Build or burn?

The glory of double entry bookkeeping

Here’s a stretch: double entry bookkeeping deserves to be ranked among the glories of the renaissance.  Around the time Columbus discovered the Americas and Michelangelo sculpted David, an Italian monk was codifying the rules of double entry bookkeeping; rules that had been in practice among Italian merchants for some time.  His effort deserves to rank among these masterpieces.

You don’t agree?  Think about what double entry bookkeeping manages to achieve.  It, of course, records money in, and money out.  This ‘cash book’ function must have been used for millennia before, and by countless club treasurers today.  Amidst all this cash flow, it also monitors how much you are owed by your customers, and how much you owe your suppliers, and can produce detailed statements for both, should there be any dispute.  Important as cash is, double entry bookkeeping also keeps track of how much profit or loss all these transactions amount to; something it’s easy to lose track of if you are too focused on cash.  In other words, it combines profitability analysis, with cash flow analysis in one, simple, easy to use, unified system.  It’s elegant and, in its way, beautiful.

If you’re still struggling to appreciate the power of this system, imagine yourself at The Grand Bazaar in Istanbul today or perhaps Venice in the Middle Ages.  Your stall is brimming with goods from all over the world and customers are standing three-deep, desperate to buy.  But this being a bazaar, no one wants to pay your asking price and you have to negotiate every transaction separately.  Moreover, you can’t recall the amount you paid for every item on your stall.  You had to haggle out a separate deal with each merchant just as every customer wants to negotiate their own price with you.  After an exhausting day’s trading, you are left with a bag of money at the end of the day.  And so it goes on, every day of the week.  How do you know how well you’ve done?  At one level, you could say if, at the end of each week, the bag of money is heavier than it was at the beginning of the week, I must be doing well.  However, maybe you need all that money to buy stock for next week.  Take this example, add in the complicating factor of both buying and selling on credit, then imagine having to save up for the annual rent of your stall, and remember to put aside enough to pay your taxes, and you have a model of a modern business.

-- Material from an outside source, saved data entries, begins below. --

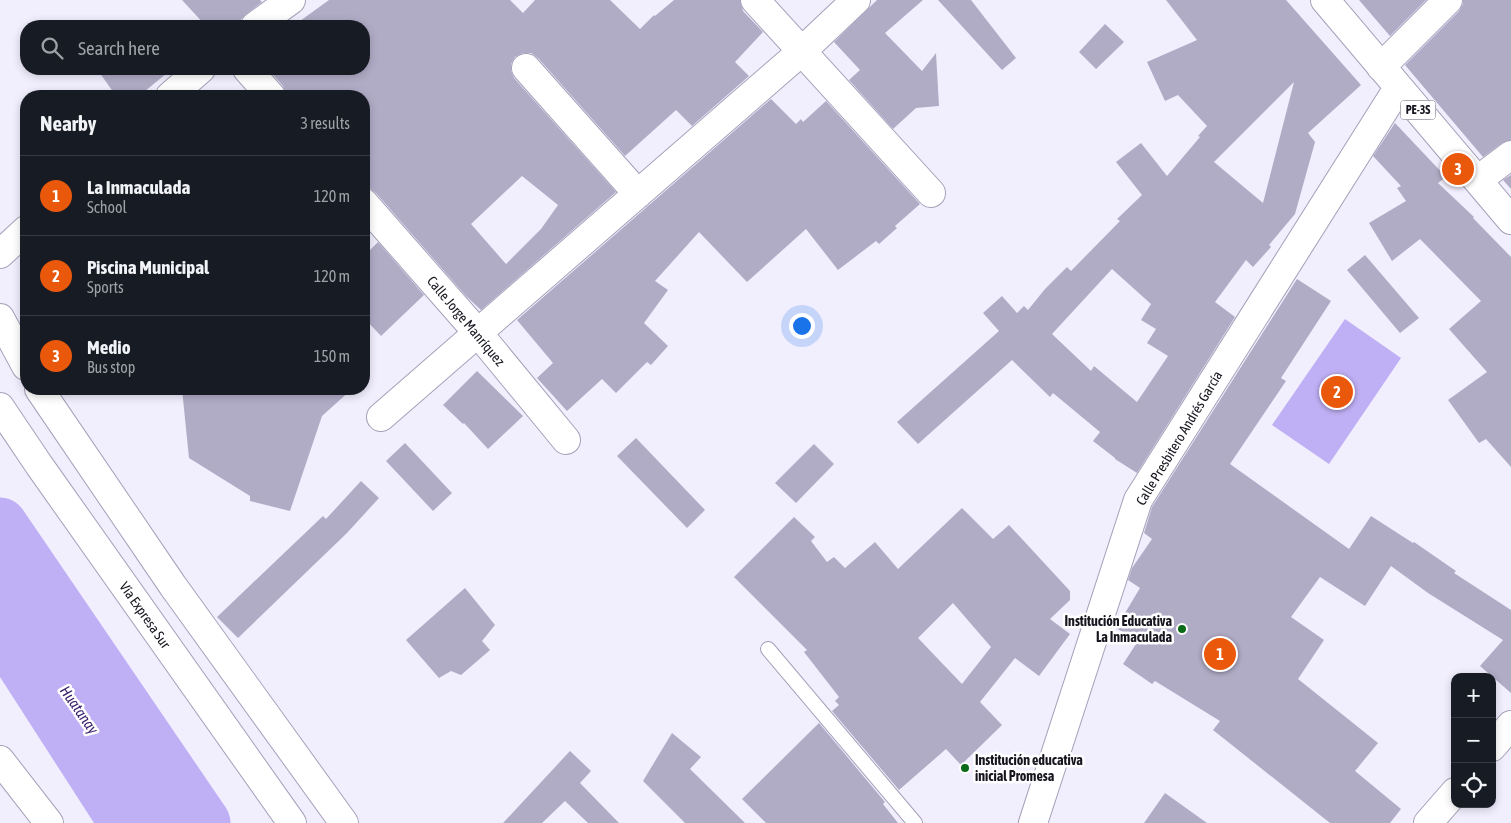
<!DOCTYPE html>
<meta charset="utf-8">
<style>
:root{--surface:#171b24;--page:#20242c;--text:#f1f3f6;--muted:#9ea1a6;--line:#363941;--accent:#ea580c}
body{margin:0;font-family:"Asap Condensed",sans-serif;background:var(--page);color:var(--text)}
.controls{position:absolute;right:15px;bottom:15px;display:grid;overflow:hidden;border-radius:10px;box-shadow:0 2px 8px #0003}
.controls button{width:45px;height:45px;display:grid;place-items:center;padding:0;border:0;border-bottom:1px solid var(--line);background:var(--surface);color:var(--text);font:25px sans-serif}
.you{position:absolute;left:801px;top:325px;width:18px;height:18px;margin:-12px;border:4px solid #fff;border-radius:50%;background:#1a73e8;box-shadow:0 0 0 8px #1a73e833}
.badge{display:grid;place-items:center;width:32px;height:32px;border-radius:50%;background:var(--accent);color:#fff;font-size:16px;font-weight:700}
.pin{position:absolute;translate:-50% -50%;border:2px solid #fff;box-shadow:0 1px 5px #0006}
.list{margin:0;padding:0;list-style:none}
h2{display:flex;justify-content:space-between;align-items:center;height:65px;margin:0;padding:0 20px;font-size:21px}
h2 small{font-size:16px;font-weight:400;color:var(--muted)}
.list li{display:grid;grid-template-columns:32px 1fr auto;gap:15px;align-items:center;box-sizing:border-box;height:80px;padding:0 20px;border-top:1px solid var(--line)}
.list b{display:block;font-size:19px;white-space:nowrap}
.list p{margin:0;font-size:16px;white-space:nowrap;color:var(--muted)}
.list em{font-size:16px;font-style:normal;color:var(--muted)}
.icon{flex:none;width:28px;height:28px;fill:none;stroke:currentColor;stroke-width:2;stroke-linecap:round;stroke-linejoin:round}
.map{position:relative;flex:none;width:1511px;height:823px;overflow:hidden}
.search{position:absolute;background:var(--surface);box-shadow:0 2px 8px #0003;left:20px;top:20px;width:350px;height:55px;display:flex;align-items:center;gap:12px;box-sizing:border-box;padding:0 18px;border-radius:20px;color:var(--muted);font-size:19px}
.panel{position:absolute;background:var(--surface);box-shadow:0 2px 8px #0003;left:20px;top:90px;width:350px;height:305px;border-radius:20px}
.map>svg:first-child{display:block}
.water{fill:#bfb0f5}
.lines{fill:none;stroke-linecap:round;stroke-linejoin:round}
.river{stroke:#bfb0f5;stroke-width:55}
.building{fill:#b1acc6;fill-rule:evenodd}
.lane-casing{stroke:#a5a0b9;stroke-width:16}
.street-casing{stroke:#a5a0b9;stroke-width:30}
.primary-casing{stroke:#a5a0b9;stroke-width:30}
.highway-casing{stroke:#a5a0b9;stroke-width:30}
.lane{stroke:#fff;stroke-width:14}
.street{stroke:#fff;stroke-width:28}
.primary{stroke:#fff;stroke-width:28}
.highway{stroke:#fff;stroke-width:28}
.poi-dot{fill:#0a6a16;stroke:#fff;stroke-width:2}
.labels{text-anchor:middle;stroke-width:5;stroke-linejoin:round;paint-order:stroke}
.shield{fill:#fff;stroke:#5d5b62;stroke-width:1}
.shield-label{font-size:12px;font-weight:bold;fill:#17151e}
.street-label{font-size:14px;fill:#17151e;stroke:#fff}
.poi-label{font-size:14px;font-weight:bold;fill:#17151e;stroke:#fff;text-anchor:end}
.water-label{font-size:15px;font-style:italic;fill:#3b216e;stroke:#fff}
</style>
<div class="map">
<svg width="1511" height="823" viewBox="0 0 1511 823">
<rect width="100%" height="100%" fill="#f1eefe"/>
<path class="water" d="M1345,319L1401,358L1329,464L1272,425Z
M0,525L203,823H94L0,677Z"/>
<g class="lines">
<path class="river" d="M0,525L203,823"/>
</g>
<path class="building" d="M182,0H260L262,2L246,14L241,19L240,26H206Z
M329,0H510L523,13L535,0H610L640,29L654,15L655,16L674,0H740L743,11L763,32L735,62L749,76L692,126L676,110L625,156L538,58L531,53H523L515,57L511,64V71L514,78L616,192L481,310L466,296L376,193L369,188H364V96H286L283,86L268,69H364V26H293ZM522,176L558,205L541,229L506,264L471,224Z
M877,0H923L885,33L922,71L936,53L939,106L916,108L893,129L849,80L860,70L834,42Z
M938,0H971L1016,58L1002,70Z
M1166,0H1286L1361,85L1308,133L1315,142L1295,214L1269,245L1271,247L1253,267L1246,260L1215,302L1235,317L1137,473L1115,459V458L1093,441L1100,432L1053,393L1050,397L1012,360L918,444L897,422L999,331L983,313L1002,296L1017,313L1024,306L1028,310L1045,289L1067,267L1071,271L1120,221L1117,219L1142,195L1116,162L1141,143L1167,176L1200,137L1198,136L1207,126L1178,95L1165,101L1147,62L1197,40ZM1294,82L1273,164L1263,203L1214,162ZM1112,269L1151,304L1141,320L1156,329L1147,343L1168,356L1137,402L1094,366L1091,371L1052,334Z
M1359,0H1426L1390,36Z
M1463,0H1511V140L1502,143L1483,157L1405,65L1459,11L1463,4Z
M1105,24L1124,42L1096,69L1079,52Z
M97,69H172L139,96H116Z
M771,99L796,124L801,119L803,122L826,101L920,204L895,226L897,228L879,244L876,241L838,270L806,229L747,282L699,232L655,281L668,290L644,323L668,346L651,365L647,362L616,393L602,379L567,411L537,378L553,363L517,320Z
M1395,123L1446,177L1438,183L1474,217L1473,218L1511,257V467L1486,439L1479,443L1448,400L1487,372L1449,329L1481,301L1420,239L1392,261L1369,223L1406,201L1397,188L1401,186L1373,156Z
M1511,175V189L1503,180Z
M378,242L424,295L381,336L364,318V256Z
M1365,255L1419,318L1400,333L1347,270Z
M1297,279L1331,301L1281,378L1286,381L1230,464L1349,549L1371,516L1413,543L1414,542L1456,571L1454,573L1511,610V693L1480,666L1503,640L1428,593L1391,566L1365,606L1320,577L1291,617L1324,640L1298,679L1378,743L1355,771L1401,809L1390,823H1330L1213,730L1220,721L1155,681L1152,684L1123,664L1138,641L1116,628L1140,588L1128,580L1132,568L1152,539L1144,533L1152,507Z
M477,371L523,416L488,449L464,423L463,424L443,405Z
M182,389H352L322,416L290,511L250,501V496L189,458Z
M636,438L705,510L687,528L617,456Z
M405,443L452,493L433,511L386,461Z
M814,444L834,464L796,503L775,483Z
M361,481L379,498L347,533L238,638L217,617L323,516L326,519Z
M962,508L993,539L1009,525L1070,591V600L1050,619L1070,634L1039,676L1015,658L980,702L1002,725L961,765L946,749L899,790L832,711L839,705L835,701L839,697L804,652L807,650L734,577L794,517L815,537L811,541L827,562L834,557L845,568L875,542L898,569ZM953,603L991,647L962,684L918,638Z
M465,588L495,625L482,641L490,650L461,675L451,671L439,678L406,640Z
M819,723L885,802L883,804L898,823H766L742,799Z
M672,733L701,757L690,769L745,823H685L643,781Z
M570,751L591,771L580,783L619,823H588L565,801L542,823H503Z
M1165,793L1207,823H1144Z"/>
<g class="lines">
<defs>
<path id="lane" d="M768,649L915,823"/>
<path id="street" d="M755,0L931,193
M255,26L291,0
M1381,67L1448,0
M526,68L638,194
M247,69L271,96
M170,96L201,69
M1478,180L1511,155
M364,203L478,333L566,440
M0,254L26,230
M381,417L801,52L856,0
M1492,747L1511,725
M0,760L49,823
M1033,823L1138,500L1398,88
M1428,823L1455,792"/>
<path id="primary" d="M0,318L26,366
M39,389L173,586L344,823
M0,407L39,465L292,823"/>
<path id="highway" d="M1325,0L1511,220"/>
</defs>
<use href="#lane" class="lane-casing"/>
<use href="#street" class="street-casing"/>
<use href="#primary" class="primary-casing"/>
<use href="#highway" class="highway-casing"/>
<use href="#lane" class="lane"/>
<use href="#street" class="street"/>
<use href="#primary" class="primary"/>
<use href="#highway" class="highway"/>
</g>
<g class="poi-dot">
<circle cx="1182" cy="629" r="5"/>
<circle cx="965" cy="768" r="5"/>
</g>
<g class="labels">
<rect class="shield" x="1400.5" y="100.5" width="35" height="19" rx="4"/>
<g class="shield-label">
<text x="1418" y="114">PE-3S</text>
</g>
<g class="street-label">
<text transform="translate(466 321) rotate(50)" y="5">Calle Jorge Manríquez</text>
<text transform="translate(1179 438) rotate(-59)" y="5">Calle Presbitero Andrés García</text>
<text transform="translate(145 615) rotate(55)" y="5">Vía Expresa Sur</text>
</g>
<g class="poi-label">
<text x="1172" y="626">Institución Educativa<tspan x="1172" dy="16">La Inmaculada</tspan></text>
<text x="975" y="765" text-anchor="start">Institución educativa<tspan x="975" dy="16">inicial Promesa</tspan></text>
</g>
<g class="water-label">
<text transform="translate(79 710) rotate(55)" y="5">Huatanay</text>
</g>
</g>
</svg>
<div class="controls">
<button>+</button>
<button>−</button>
<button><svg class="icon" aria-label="locate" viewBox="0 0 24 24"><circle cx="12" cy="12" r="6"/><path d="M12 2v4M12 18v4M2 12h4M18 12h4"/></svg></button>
</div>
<div class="you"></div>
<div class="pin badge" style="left:1220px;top:654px">1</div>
<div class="pin badge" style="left:1337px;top:392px">2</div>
<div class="pin badge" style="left:1458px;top:169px">3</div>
<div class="search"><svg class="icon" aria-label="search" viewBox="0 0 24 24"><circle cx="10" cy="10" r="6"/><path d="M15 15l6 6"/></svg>Search here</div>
<section class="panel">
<h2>Nearby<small>3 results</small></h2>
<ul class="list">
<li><span class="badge">1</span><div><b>La Inmaculada</b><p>School</p></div><em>120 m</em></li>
<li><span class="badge">2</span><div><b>Piscina Municipal</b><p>Sports</p></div><em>120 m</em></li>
<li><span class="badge">3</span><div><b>Medio</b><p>Bus stop</p></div><em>150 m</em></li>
</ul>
</section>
</div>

It’s easy to lose track of all these transactions.  If that happens you are flying blind, trading by intuition and very vulnerable to large unforeseen cash payments such as your taxes, or an unexpected bill.  Even if you manage to stay in control of the cash, you’ve still got the problem of working out how much profit you’re making.

Double entry bookkeeping brings order to this chaos.  And it does it in such a marvellous way.  For every accounting entry, there must be an equal and opposite entry in another account.  Tot up all the accounts at the end of the week or month and you arrive at profit or loss account (an analysis of your profitability) and a balance sheet (a snapshot of your credit worthiness) at that date.  So you know how much profit you made, and how much cash you’ve got left for trading in the future.  In this ‘equal and opposite’ system of debits and credits everything has to balance, otherwise there’s an error somewhere.  It is the accountants equivalent to e=mc2.  Amid the jumble of trading transactions, double-entry book-keeping explains the relationship between profit and cash.

Accountancy is a known as a conservative discipline.  Its foundations – double entry bookkeeping – haven’t changed since they were first ‘invented’ 500 years ago.    What a timely invention because, after the discovery of the Americas, global trade exploded to such an extent that we would never have been able to build the world we live in today.